Organic "diseases" (true pathology) are very gradual in their development and are marked by seasons of quiescence, interspersed by crises of longer or shorter duration, and of mild or severe character.

Organic "diseases" are listed under the head of "chronic diseases"; but they are the end-products of years of elimination of toxin poisoning. Chronic "diseases" of all kinds are end-products of a long series, or succession, of varying causes and effects, requiring time for maturation.

What is Cancer? What is senility? What is Bright's disease? What is diabetes? What is rheumatic arthritis? What is paralysis? The end-results of toxemic crises, requiring years of pathological evolution to produce these endings, and everyone of which could have been halted at any time in its course by removing its cause.
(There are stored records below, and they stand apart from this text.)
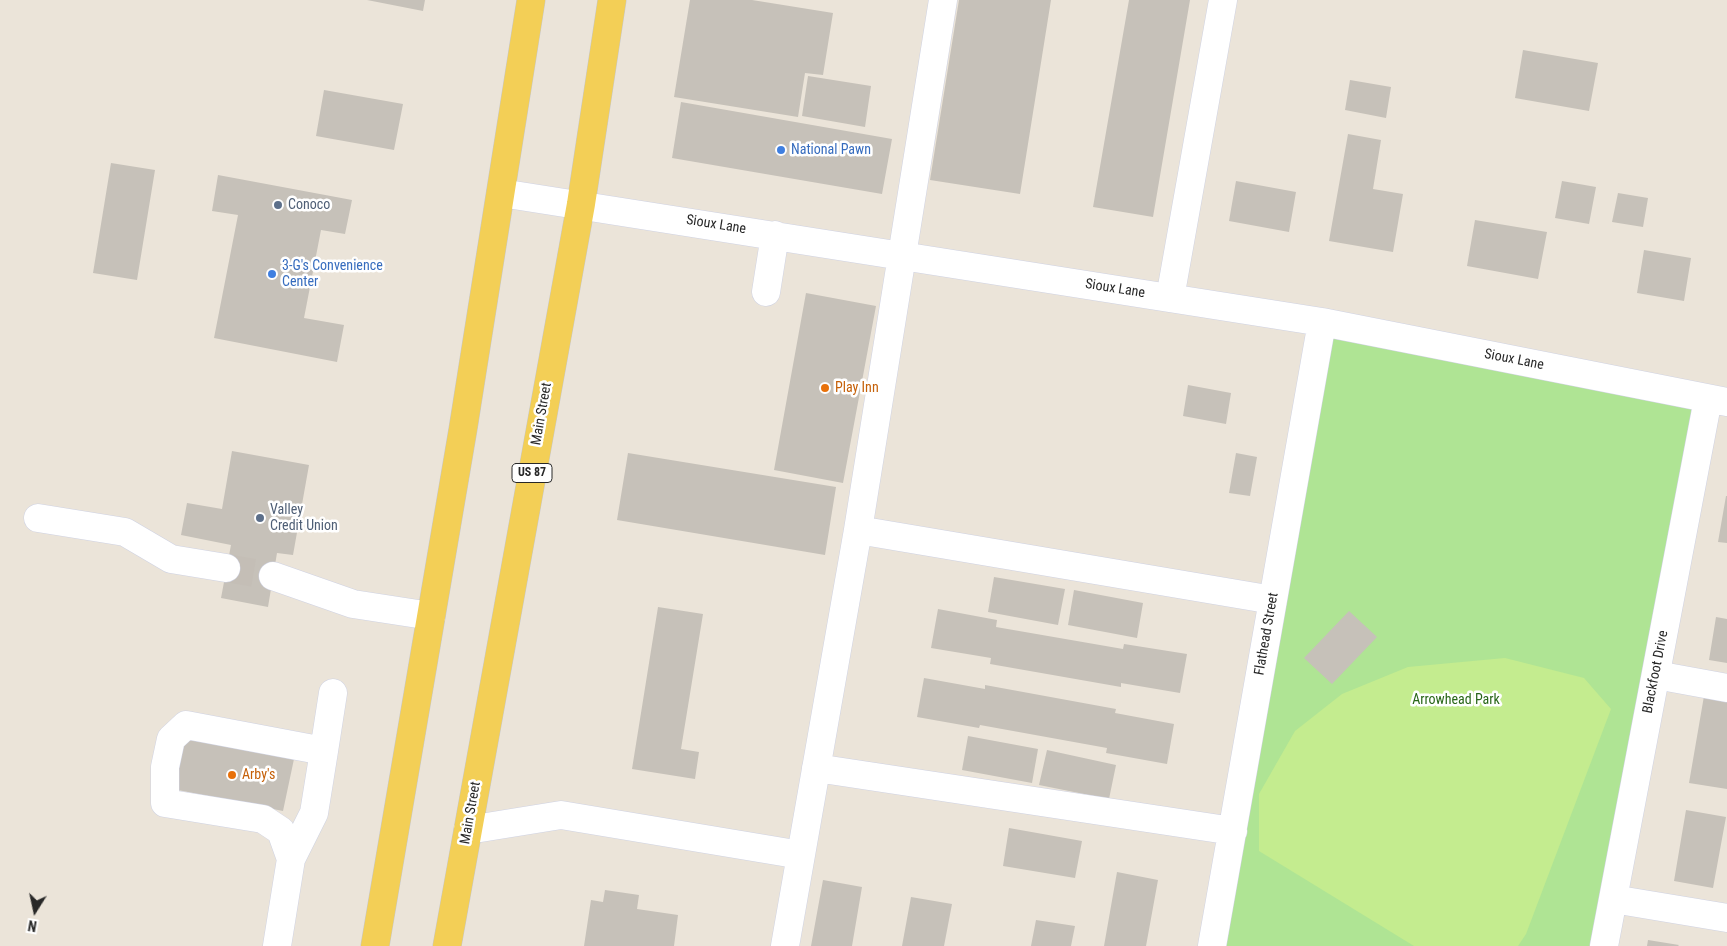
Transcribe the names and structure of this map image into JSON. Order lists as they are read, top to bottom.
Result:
{
  "streets": {
    "main road": ["Main Street", "US 87"],
    "street": ["Sioux Lane", "Flathead Street", "Blackfoot Drive"]
  },
  "crossings": [
    ["Sioux Lane", "Main Street"],
    ["Sioux Lane", "Flathead Street"],
    ["Sioux Lane", "Blackfoot Drive"]
  ],
  "parks": ["Arrowhead Park"],
  "places": [
    "National Pawn",
    "Conoco",
    "3-G's Convenience Center",
    "Play Inn",
    "Valley Credit Union",
    "Arby's"
  ],
  "north": "bottom"
}
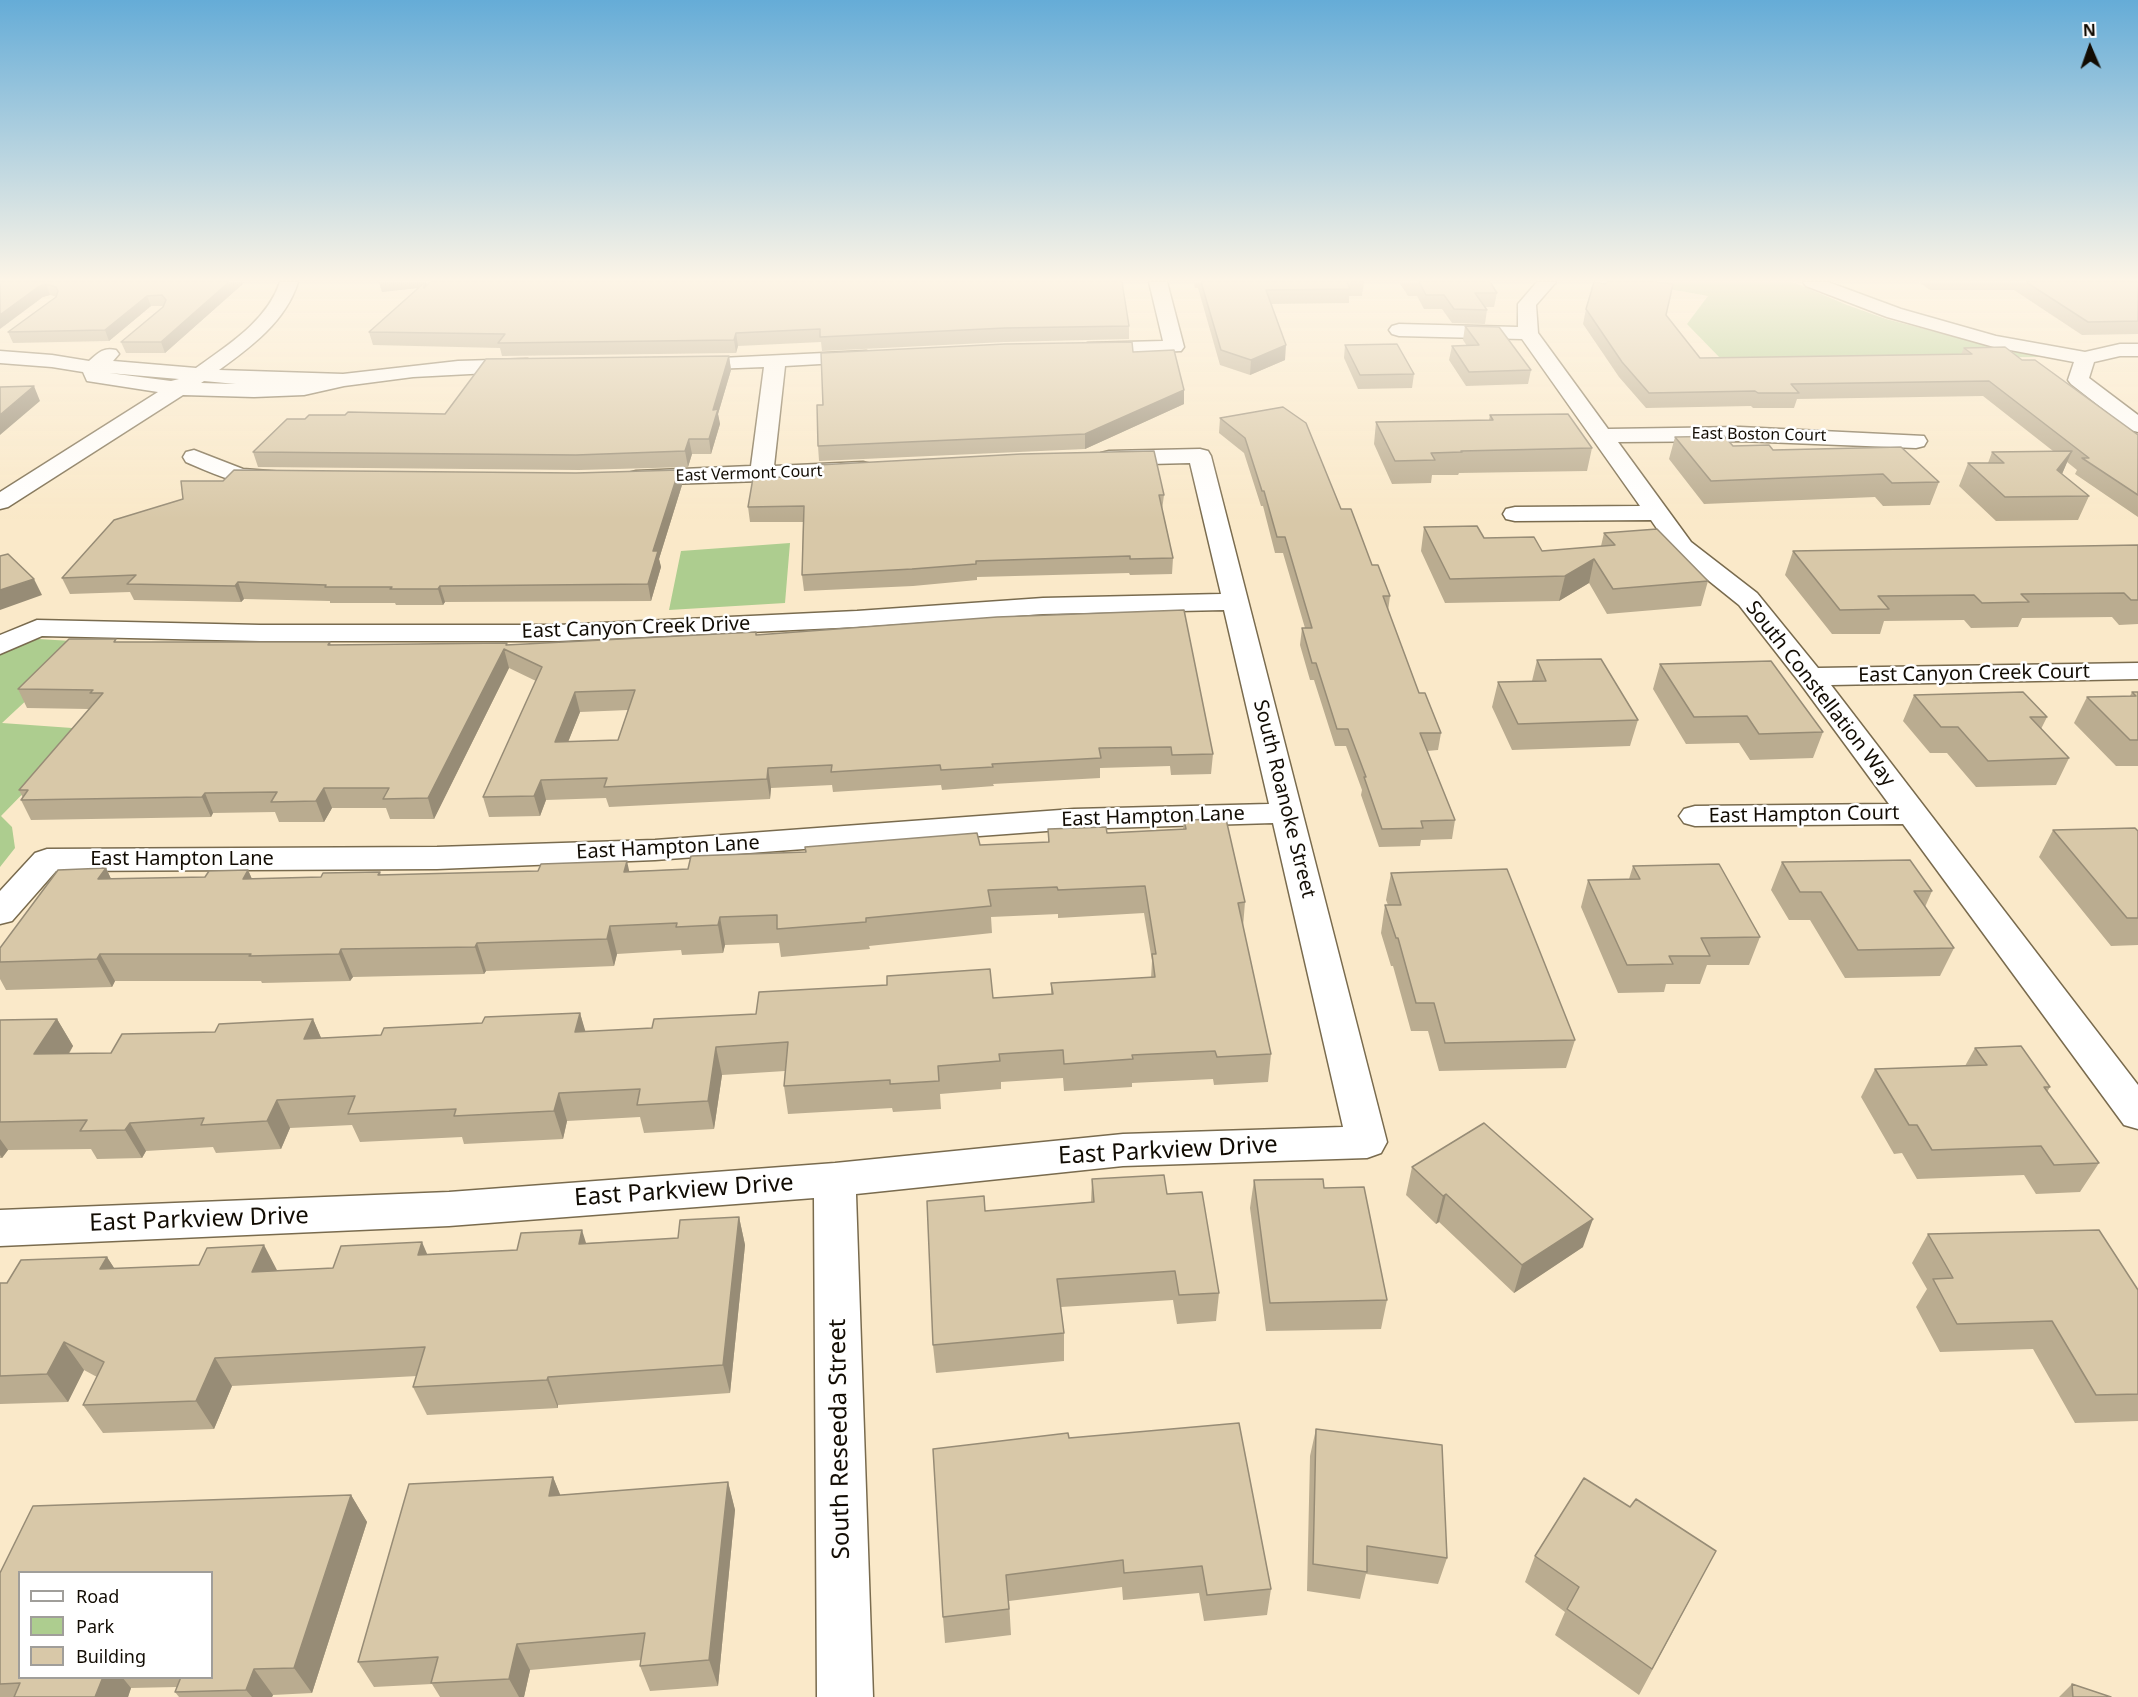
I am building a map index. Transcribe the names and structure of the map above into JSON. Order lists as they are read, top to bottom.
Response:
{
  "streets": {
    "street": [
      "East Boston Court",
      "East Vermont Court",
      "East Canyon Creek Drive",
      "East Canyon Creek Court",
      "South Constellation Way",
      "South Roanoke Street",
      "East Hampton Court",
      "East Hampton Lane",
      "East Parkview Drive",
      "South Reseeda Street"
    ]
  },
  "crossings": [
    ["East Boston Court", "South Constellation Way"],
    ["East Canyon Creek Drive", "South Roanoke Street"],
    ["East Canyon Creek Court", "South Constellation Way"],
    ["South Constellation Way", "East Hampton Court"],
    ["South Roanoke Street", "East Hampton Lane"],
    ["South Roanoke Street", "East Parkview Drive"],
    ["East Parkview Drive", "South Reseeda Street"]
  ],
  "legend": ["Road", "Park", "Building"],
  "north": "top"
}
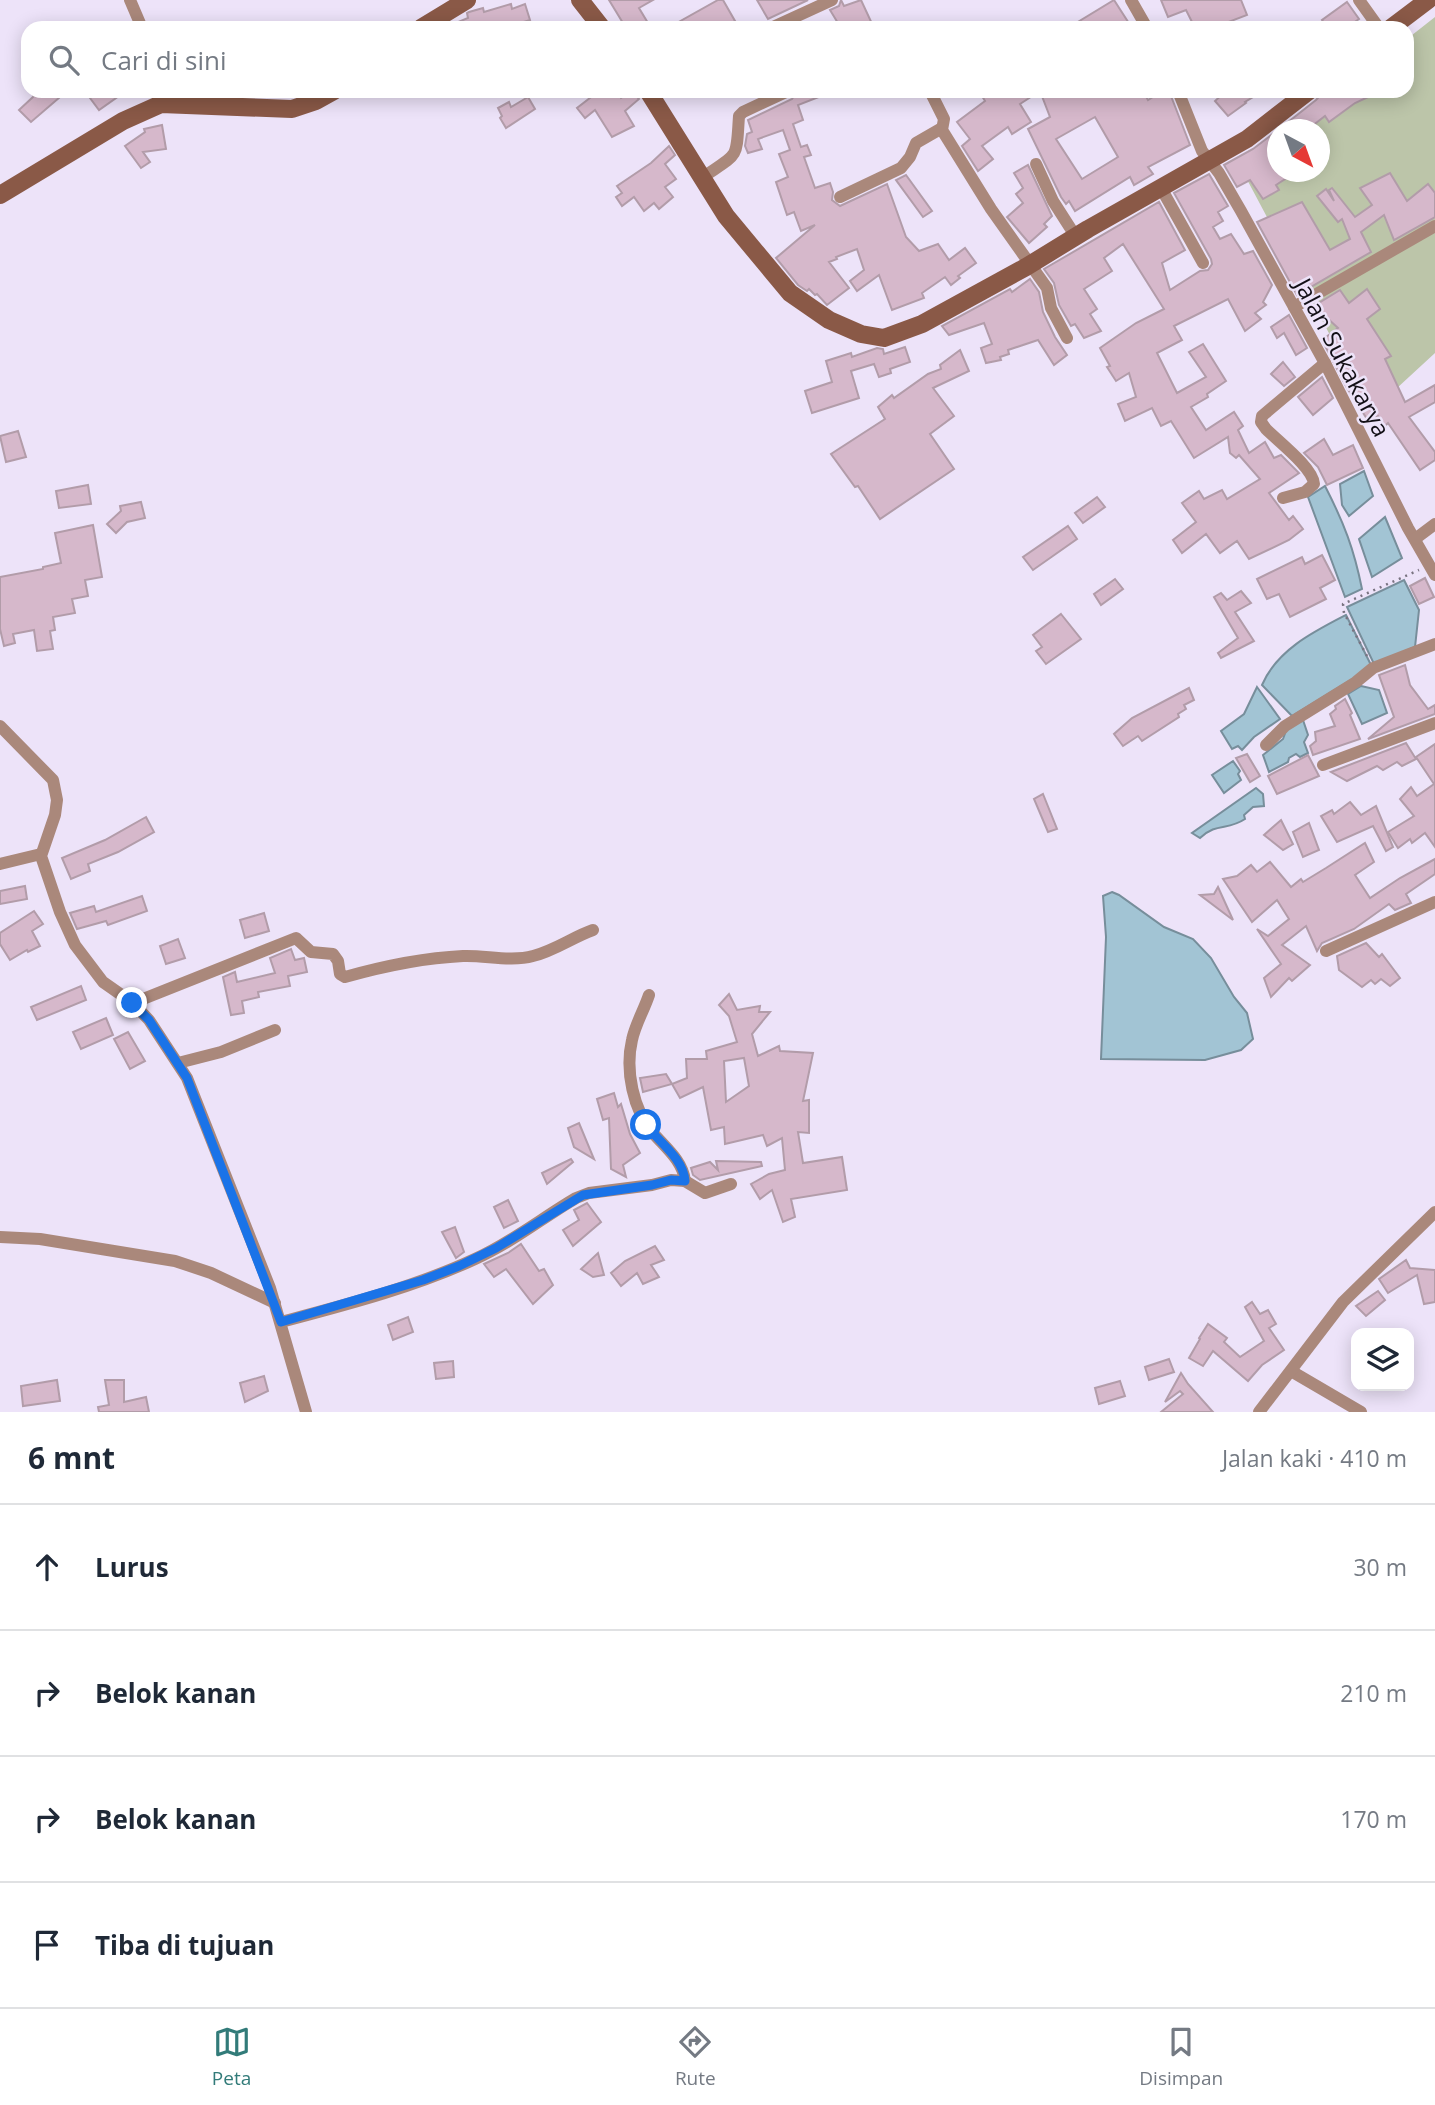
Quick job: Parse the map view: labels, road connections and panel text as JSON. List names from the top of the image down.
{
  "streets": {
    "street": ["Jalan Sukakarya"]
  },
  "north": "bottom right",
  "page": {
    "search": "Cari di sini",
    "heading": ["6 mnt", "Jalan kaki · 410 m"],
    "list": [
      ["Lurus", "30 m"],
      ["Belok kanan", "210 m"],
      ["Belok kanan", "170 m"],
      "Tiba di tujuan"
    ],
    "nav": ["Peta", "Rute", "Disimpan"]
  }
}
No mind is keen enough to say which ending a pathological chain of symptoms, starting with a cold or a gastritis, followed with the catarrhal complexes of the air passages, and repeated spells of acute gastritis, will take: whether ulcer, cancer, tuberculosis, or other ending.

Why cannot pathologists, clinicians, diagnosticians and other specialists comprehend that cancer, for instance, is the end of a pathological chain requiring years to evolve; that it is not autonomous or of recent development; that it is not a "special creation." "Cancer has no symptomatology except cachexia," says Tilden; "all other symptoms are those of the diseases of which it is the ending." There are no specific "diseases."